Please output the listing that follows exactly, but keep all images out.

-- Opening Marker --

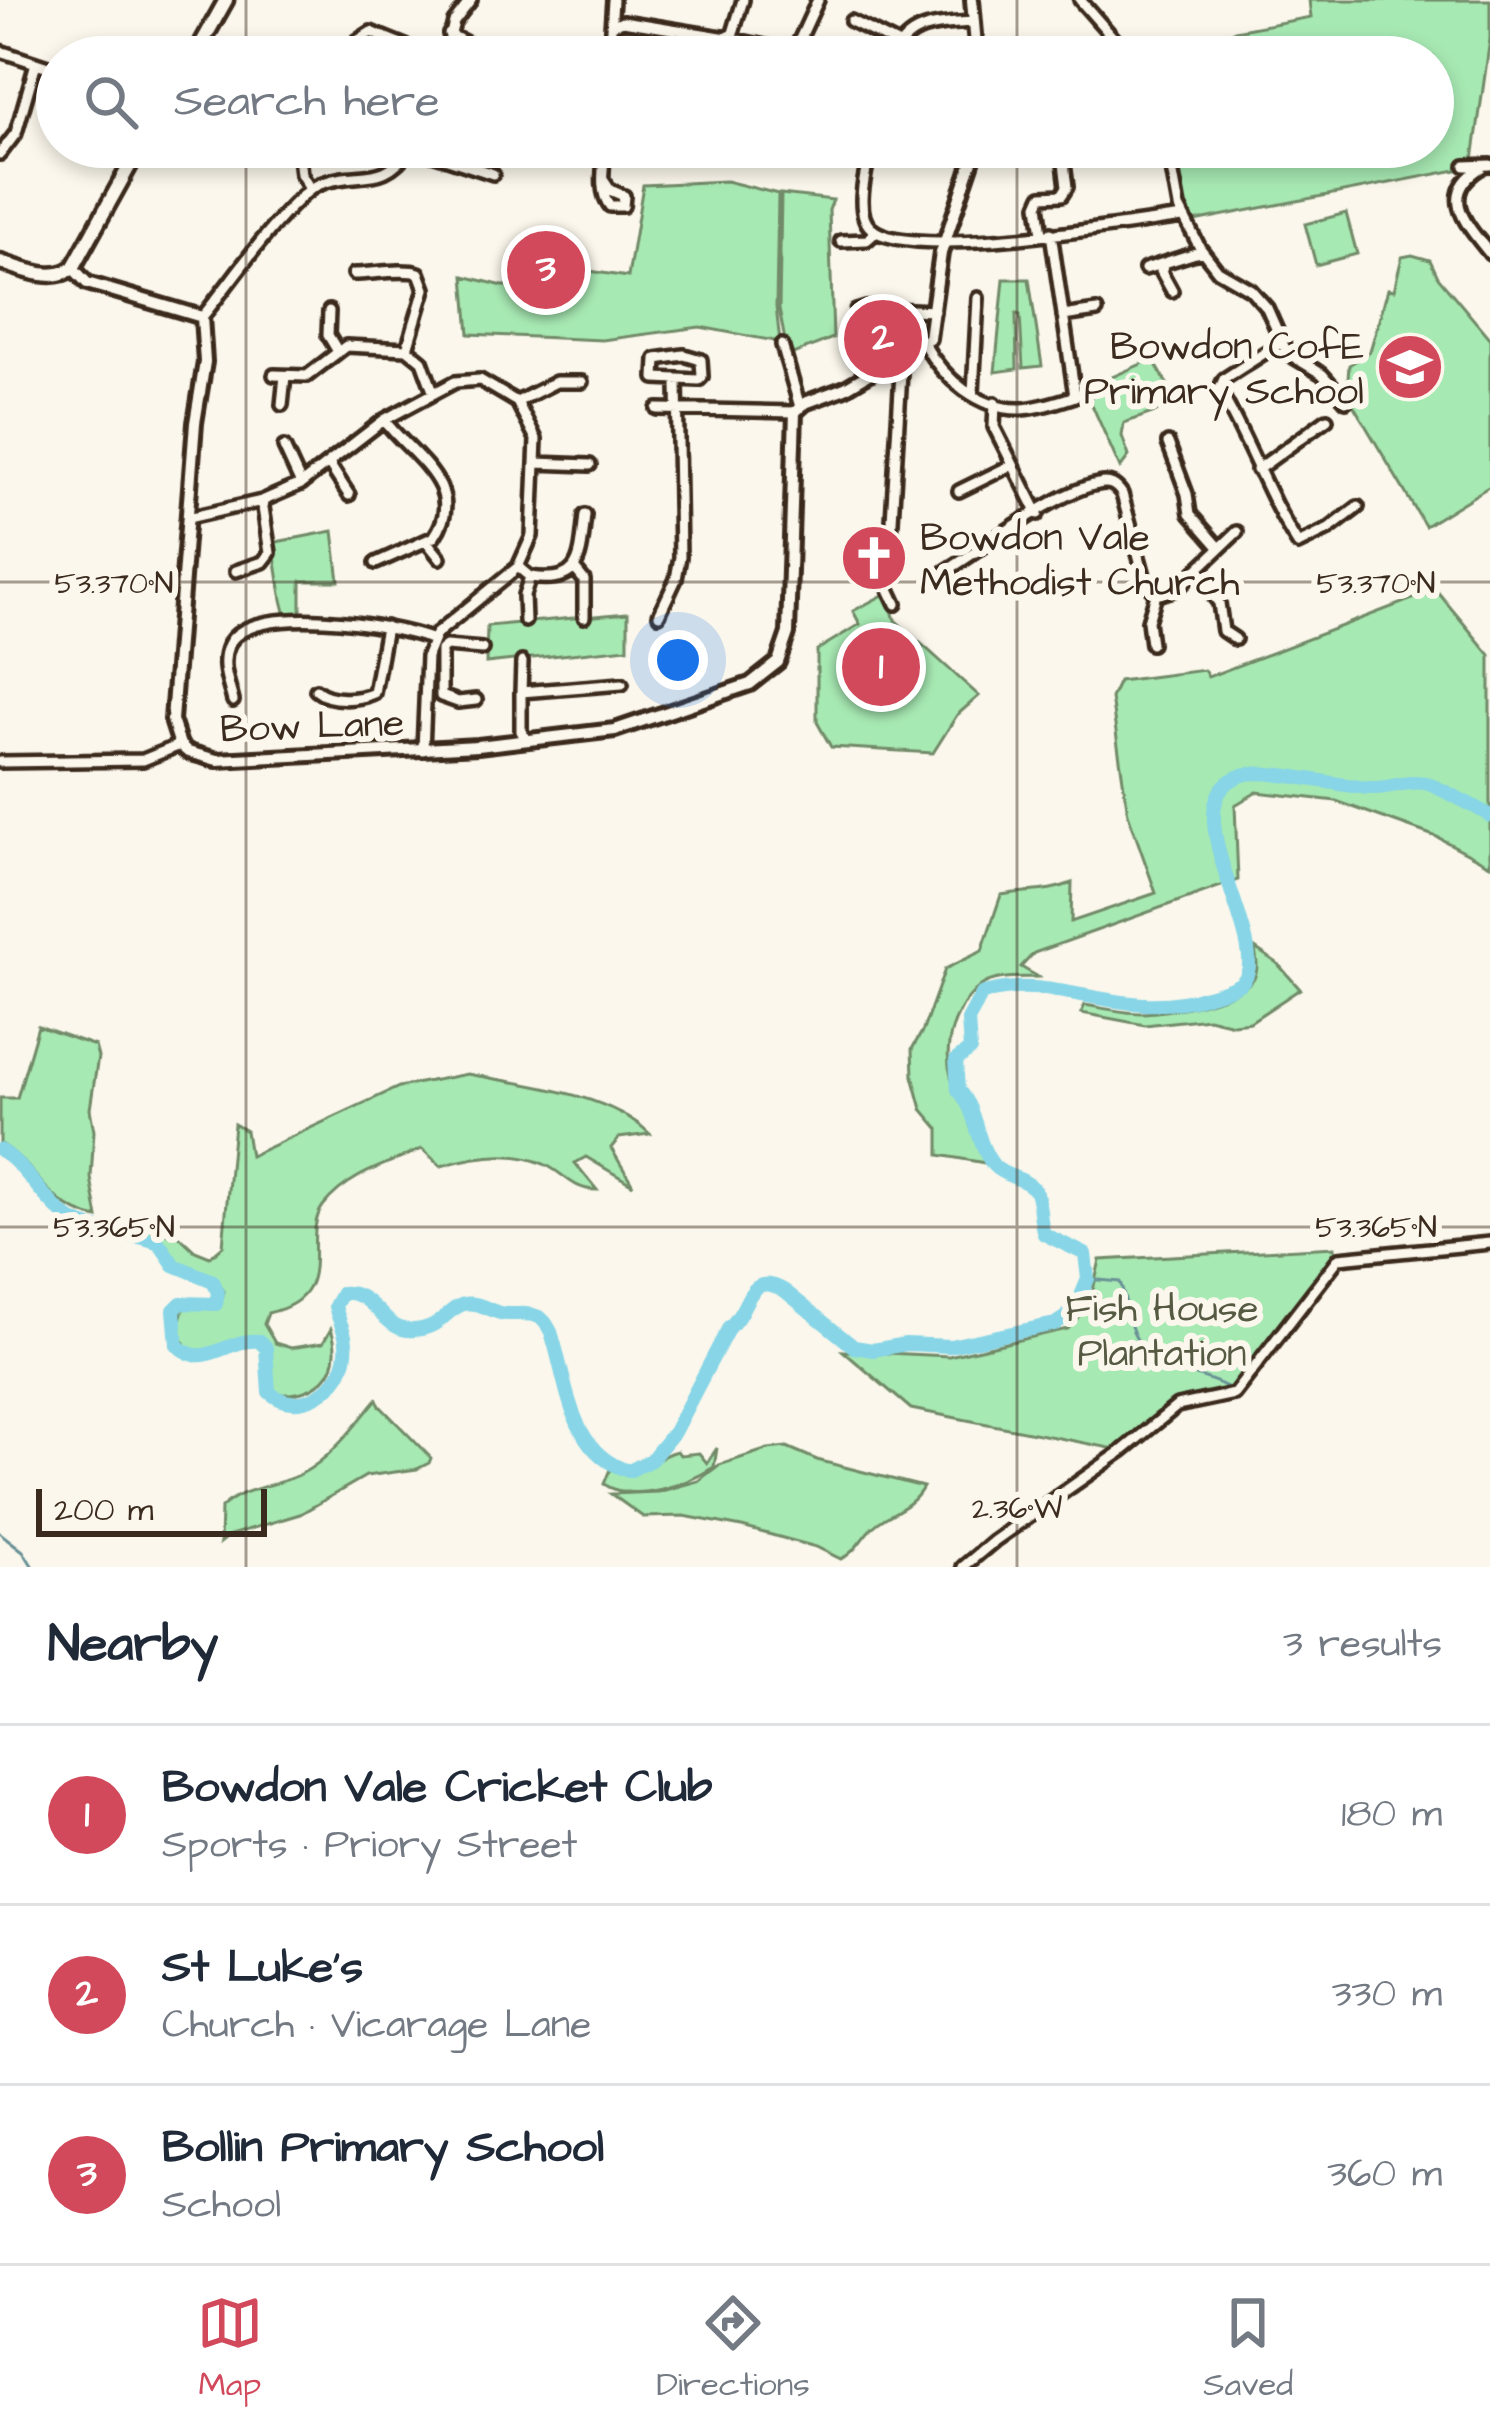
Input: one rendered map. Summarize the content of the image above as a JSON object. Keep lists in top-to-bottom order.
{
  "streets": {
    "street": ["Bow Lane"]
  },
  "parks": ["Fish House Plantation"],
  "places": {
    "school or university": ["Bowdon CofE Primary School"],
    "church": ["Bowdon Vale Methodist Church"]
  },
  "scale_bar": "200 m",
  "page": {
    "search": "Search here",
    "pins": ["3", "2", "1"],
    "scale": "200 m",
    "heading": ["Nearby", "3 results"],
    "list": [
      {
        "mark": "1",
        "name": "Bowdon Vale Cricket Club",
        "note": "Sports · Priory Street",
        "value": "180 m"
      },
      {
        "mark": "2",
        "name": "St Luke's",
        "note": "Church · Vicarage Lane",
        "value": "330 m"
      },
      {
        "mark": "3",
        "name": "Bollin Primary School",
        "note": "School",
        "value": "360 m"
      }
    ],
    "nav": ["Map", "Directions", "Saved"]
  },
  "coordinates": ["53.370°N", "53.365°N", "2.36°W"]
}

-- Closing Marker --

• **ANSWER BOX**:
Input: one rendered map. Summarize the content of the image above as a JSON object. Keep lists in top-to-bottom order.
{
  "streets": {
    "street": ["Bow Lane"]
  },
  "parks": ["Fish House Plantation"],
  "places": {
    "school or university": ["Bowdon CofE Primary School"],
    "church": ["Bowdon Vale Methodist Church"]
  },
  "scale_bar": "200 m",
  "page": {
    "search": "Search here",
    "pins": ["3", "2", "1"],
    "scale": "200 m",
    "heading": ["Nearby", "3 results"],
    "list": [
      {
        "mark": "1",
        "name": "Bowdon Vale Cricket Club",
        "note": "Sports · Priory Street",
        "value": "180 m"
      },
      {
        "mark": "2",
        "name": "St Luke's",
        "note": "Church · Vicarage Lane",
        "value": "330 m"
      },
      {
        "mark": "3",
        "name": "Bollin Primary School",
        "note": "School",
        "value": "360 m"
      }
    ],
    "nav": ["Map", "Directions", "Saved"]
  },
  "coordinates": ["53.370°N", "53.365°N", "2.36°W"]
}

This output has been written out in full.